Poto copyright is P.Berger / Artcomart.Reviewed by James Karas
David is best known as the slayer of Goliath and the subject of a statue by Michelangelo that defines male beauty and virility. Less well known is his relationship with Jonathan, the son of King Saul, which was deep and perhaps homosexual. It is that subject the Marc-Antoine Charpentier took for his subject for David et Jonathas, his opera that premiered in 1688 and is offered by the Aix-en-Provence Festival this year.
In the Prologue, a distraught King Saul visits a Witch and a batch of demons. I suppose Witches and Demons can live anywhere and take whatever shape they want, but in the current production at the Aix-en-Provence Festival, we meet them in a paneled room. The Witch is sitting on a wooden chair and is wearing an ordinary dress with a white apron. She could be a housewife or a bakery worker. The Demons look like photocopies of the Witch. We are definitely not in ancient Israel or 17th century France.
David et Jonathas was composed for the students of a Jesuit school. After some initial successes it was ignored until recently. Thanks largely to Christie, it is seeing a well-deserved revival.
Director Andreas Homoki and conductor William Christie have transposed the Prologue to the end of Act III but it is a good example of their approach to the opera.
Unfortunately, Homoki and Christie give us more of a recreation than a revival. For familiar works, one wants, indeed, demands, that the director bring a vision and interpretation that is original, personal, even startling. With a relatively unknown work, I would have preferred a more traditional approach rather than something that is modern and appears quite ill-suited to the opera. Good wine may taste the same in new bottles but the leaving it in its original container may be more appropriate.
The set designed by Paul Zoller consists of a paneled box that can be sub-divided into several boxes. The paneling is of light wood. A few chairs and tables of the same material are about all the props that are used. In other words, the biblical story takes place nowhere.

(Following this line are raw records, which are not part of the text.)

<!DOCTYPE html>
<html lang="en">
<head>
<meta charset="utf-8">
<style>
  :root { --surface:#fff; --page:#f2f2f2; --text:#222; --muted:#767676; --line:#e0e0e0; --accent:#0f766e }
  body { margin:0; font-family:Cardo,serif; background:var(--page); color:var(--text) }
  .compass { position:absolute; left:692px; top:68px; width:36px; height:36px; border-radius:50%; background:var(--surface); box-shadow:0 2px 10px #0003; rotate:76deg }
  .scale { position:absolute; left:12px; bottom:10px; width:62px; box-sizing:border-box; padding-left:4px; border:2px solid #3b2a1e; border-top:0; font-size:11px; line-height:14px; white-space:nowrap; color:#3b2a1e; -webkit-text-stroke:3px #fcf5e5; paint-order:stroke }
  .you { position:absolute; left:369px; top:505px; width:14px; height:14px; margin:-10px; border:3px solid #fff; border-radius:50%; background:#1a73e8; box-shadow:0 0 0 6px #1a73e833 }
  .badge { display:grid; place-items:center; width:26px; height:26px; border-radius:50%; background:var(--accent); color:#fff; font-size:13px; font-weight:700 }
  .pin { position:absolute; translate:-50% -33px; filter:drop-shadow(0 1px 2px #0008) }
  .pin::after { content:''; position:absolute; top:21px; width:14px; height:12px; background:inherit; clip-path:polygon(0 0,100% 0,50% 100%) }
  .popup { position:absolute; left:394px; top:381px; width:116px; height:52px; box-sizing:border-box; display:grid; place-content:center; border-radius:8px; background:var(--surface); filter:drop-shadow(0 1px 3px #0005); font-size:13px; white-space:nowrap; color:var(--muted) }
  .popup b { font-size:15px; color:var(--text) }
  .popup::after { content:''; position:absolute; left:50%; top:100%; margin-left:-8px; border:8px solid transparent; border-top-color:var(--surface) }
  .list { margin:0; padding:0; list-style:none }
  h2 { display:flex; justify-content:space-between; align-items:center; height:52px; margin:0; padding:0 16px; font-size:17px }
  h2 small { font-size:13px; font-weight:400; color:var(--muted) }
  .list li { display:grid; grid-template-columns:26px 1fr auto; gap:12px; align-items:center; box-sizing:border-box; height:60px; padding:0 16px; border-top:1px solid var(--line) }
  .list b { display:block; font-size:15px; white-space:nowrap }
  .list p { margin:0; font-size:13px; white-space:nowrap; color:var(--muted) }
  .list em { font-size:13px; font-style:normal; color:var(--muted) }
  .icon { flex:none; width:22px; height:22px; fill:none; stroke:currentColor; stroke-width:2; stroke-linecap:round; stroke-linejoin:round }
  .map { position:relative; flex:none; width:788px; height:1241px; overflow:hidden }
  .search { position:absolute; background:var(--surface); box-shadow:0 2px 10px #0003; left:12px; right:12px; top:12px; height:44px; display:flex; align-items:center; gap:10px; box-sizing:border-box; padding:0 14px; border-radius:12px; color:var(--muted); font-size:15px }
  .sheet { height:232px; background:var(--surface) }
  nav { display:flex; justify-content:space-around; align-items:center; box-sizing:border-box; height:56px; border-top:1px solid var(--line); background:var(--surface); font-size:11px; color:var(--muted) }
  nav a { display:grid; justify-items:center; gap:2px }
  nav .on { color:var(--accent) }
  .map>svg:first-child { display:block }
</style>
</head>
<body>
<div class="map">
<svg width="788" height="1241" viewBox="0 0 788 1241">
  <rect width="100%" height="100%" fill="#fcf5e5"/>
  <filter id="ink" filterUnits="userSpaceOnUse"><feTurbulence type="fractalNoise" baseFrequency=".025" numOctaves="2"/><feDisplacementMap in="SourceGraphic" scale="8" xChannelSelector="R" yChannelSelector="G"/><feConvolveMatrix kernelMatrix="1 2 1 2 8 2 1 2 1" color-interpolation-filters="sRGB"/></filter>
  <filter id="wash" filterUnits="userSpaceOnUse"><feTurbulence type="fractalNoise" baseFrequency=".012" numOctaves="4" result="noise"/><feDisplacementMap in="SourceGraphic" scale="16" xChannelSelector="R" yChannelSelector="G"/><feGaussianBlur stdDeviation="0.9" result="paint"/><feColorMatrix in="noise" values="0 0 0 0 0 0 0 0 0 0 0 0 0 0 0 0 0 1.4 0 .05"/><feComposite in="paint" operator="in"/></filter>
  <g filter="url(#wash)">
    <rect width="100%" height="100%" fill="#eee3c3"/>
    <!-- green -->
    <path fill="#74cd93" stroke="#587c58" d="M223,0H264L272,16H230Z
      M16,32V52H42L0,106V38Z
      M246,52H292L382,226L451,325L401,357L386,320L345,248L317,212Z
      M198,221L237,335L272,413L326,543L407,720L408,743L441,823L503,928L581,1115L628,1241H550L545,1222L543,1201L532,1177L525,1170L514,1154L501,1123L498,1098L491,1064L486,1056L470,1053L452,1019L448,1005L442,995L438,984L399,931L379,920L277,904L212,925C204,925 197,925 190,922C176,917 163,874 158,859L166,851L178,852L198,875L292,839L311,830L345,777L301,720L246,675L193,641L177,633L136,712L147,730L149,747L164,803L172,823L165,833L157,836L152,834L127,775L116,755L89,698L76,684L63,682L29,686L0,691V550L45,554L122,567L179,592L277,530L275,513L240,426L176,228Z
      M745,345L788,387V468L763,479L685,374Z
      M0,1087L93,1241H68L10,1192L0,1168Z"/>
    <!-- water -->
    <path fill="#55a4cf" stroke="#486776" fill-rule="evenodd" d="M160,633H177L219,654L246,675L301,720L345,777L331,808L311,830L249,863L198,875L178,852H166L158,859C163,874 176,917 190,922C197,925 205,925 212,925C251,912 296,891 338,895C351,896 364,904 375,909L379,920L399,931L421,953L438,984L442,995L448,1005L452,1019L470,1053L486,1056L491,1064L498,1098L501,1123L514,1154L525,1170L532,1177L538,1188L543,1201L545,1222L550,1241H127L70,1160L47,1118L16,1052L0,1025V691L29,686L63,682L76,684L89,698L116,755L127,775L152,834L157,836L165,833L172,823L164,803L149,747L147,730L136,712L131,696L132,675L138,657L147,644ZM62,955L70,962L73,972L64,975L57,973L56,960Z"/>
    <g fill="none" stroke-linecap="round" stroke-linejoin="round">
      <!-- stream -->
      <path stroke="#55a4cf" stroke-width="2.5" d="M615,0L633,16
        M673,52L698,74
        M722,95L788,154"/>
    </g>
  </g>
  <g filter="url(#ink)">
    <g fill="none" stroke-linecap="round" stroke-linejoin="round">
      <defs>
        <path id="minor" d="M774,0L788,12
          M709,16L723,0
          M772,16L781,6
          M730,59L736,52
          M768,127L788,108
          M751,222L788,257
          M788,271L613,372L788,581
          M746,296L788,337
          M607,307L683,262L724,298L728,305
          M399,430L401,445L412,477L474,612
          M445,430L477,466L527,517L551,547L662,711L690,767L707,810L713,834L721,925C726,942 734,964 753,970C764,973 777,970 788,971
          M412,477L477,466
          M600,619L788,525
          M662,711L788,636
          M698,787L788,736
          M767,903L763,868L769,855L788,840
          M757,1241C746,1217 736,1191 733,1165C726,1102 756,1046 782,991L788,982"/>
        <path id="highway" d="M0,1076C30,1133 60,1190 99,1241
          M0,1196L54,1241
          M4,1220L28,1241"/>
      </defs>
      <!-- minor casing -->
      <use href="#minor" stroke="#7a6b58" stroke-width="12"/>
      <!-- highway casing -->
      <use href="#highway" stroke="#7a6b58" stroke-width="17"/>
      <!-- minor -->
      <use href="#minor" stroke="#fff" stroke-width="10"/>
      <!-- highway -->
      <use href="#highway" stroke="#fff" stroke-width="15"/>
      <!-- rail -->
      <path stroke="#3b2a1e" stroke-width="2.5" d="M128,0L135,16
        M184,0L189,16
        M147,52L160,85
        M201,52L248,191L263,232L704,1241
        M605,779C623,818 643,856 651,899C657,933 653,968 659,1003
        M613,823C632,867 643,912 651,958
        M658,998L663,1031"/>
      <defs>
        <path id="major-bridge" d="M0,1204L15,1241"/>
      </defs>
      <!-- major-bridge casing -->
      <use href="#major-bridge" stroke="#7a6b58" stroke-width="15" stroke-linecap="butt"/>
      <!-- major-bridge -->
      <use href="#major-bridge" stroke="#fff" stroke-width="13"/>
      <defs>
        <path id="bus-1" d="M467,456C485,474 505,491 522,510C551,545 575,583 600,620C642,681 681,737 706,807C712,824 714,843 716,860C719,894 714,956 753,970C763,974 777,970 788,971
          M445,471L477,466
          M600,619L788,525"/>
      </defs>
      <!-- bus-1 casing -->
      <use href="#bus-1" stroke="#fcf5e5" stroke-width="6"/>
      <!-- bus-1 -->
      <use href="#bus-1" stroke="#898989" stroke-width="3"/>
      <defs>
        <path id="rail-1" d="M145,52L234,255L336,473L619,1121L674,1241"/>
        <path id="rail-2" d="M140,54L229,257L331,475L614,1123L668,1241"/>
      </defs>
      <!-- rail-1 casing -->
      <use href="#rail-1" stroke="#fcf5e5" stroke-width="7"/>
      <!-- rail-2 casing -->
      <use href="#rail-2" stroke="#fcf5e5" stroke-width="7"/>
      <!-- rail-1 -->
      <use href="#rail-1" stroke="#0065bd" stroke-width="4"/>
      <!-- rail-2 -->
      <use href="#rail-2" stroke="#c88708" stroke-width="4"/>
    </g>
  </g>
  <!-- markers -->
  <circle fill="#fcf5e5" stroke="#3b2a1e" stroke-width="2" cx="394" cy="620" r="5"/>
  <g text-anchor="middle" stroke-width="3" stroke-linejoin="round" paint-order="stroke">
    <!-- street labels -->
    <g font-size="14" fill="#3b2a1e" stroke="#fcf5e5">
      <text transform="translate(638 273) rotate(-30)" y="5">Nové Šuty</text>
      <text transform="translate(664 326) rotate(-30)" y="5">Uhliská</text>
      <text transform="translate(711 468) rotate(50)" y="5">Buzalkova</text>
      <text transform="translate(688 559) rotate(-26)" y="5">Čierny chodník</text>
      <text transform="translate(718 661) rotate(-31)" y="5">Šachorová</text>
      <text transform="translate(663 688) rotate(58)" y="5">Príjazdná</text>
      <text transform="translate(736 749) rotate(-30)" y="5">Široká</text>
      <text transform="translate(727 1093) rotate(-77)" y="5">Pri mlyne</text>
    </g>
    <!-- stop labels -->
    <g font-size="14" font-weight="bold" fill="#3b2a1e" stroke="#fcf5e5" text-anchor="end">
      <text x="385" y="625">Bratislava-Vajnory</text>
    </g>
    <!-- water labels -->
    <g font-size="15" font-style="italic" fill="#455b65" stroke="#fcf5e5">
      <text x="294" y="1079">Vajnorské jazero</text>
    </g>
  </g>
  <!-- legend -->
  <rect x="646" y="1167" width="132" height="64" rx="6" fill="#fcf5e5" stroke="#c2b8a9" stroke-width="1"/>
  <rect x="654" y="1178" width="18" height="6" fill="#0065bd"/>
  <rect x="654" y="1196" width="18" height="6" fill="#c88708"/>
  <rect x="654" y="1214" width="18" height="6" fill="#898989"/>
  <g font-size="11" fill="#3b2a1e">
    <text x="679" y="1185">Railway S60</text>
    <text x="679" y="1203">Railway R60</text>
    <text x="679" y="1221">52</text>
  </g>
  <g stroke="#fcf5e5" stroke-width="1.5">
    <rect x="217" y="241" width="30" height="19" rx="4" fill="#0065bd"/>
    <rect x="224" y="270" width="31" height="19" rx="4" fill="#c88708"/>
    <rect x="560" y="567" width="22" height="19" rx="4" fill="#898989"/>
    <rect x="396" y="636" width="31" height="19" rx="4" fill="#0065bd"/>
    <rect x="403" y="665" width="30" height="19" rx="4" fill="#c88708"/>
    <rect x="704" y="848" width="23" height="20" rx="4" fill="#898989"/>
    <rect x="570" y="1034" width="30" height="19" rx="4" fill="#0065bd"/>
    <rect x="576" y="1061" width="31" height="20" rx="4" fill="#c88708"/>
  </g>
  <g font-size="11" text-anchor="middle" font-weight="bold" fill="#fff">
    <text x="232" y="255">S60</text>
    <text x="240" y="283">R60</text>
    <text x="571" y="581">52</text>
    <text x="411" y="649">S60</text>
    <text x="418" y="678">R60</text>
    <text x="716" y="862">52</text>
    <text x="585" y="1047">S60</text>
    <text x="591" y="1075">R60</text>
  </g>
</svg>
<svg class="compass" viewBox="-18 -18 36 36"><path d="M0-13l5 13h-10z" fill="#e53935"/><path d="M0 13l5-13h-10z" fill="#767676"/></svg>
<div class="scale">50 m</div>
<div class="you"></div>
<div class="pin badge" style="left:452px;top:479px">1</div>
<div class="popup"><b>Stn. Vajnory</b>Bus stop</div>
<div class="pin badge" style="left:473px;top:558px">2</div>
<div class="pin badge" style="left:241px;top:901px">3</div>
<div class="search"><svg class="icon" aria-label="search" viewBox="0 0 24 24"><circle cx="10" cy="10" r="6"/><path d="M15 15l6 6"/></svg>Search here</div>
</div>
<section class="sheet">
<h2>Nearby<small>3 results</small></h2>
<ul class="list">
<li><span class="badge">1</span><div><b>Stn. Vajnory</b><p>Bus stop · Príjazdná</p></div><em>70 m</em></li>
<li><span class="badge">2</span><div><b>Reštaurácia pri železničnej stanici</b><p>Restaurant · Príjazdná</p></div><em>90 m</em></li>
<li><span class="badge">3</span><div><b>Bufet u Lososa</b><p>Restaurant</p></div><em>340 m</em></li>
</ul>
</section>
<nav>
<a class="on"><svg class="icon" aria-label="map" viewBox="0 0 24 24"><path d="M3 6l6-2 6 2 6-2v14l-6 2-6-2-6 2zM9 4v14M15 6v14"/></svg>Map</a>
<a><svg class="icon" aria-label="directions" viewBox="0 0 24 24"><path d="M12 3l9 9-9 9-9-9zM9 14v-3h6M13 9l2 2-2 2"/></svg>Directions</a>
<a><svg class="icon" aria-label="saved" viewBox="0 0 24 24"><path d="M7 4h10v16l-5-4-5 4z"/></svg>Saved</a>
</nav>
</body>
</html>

The costumes are modern with some indications of Middle Eastern garb of indeterminate chronology. King Saul wears a vest and a shirt and he looks like a shop owner in New York, Toronto or Jerusalem. The rest of the characters and chorus range from the look of escapees from a Siberian prison, women from the street of some Muslim city and ordinary workers from the 1950’s when men still wore Fedora hats.
If there is an overall vision related to the set and costumes, it escaped me totally.
Charpentier and his librettist wanted to tell the story of the friendship of David and Jonathan and the struggles between the Israelis and the Philistines. We can be certain that Père François de Paule Bretonneau, the Jesuit who wrote the libretto and Charpentier did not wish to show a homosexual relationship. In this production the two men embrace and kiss and are openly gay. That may be a legitimate interpretation of the opera but it has nothing to do with what was put down in 1688.
There are numerous scenes of domestic life, much of it showing doubles for David and Jonathan as children happily running around during brief orchestral interludes. I am not sure where this comes from or where it is going. I found it annoying and confusing
The opera does contain some beautiful music and splendid vocal pieces but this production’s lack of fidelity to the original style and the uneasy transposition to a modern milieu leaves one in the middle of nowhere. It is not done in a kind of baroque style and it is not a modern opera to fit the style chosen by Homoki.
Pascal Charbonneau as David has a fine tenor voice but the role should be sung in Baroque style with flourishes and colorations suitable to the period. The same applies to soprano Ana Quintans as Jonathan. King Saul is sung by bass-baritone Neal Davies and he looks like a shopkeeper who is having a bad day or many bad days.
The singers deserve kudos for their performances as construed by Homoki and Christie, badly conceived as the production may be. Achis is sung Frédéric Caton, Joabel by Kresimir Spicer and the Witch by Dominique Visse.
The final result is a confusing and misconceived production that serves no one well.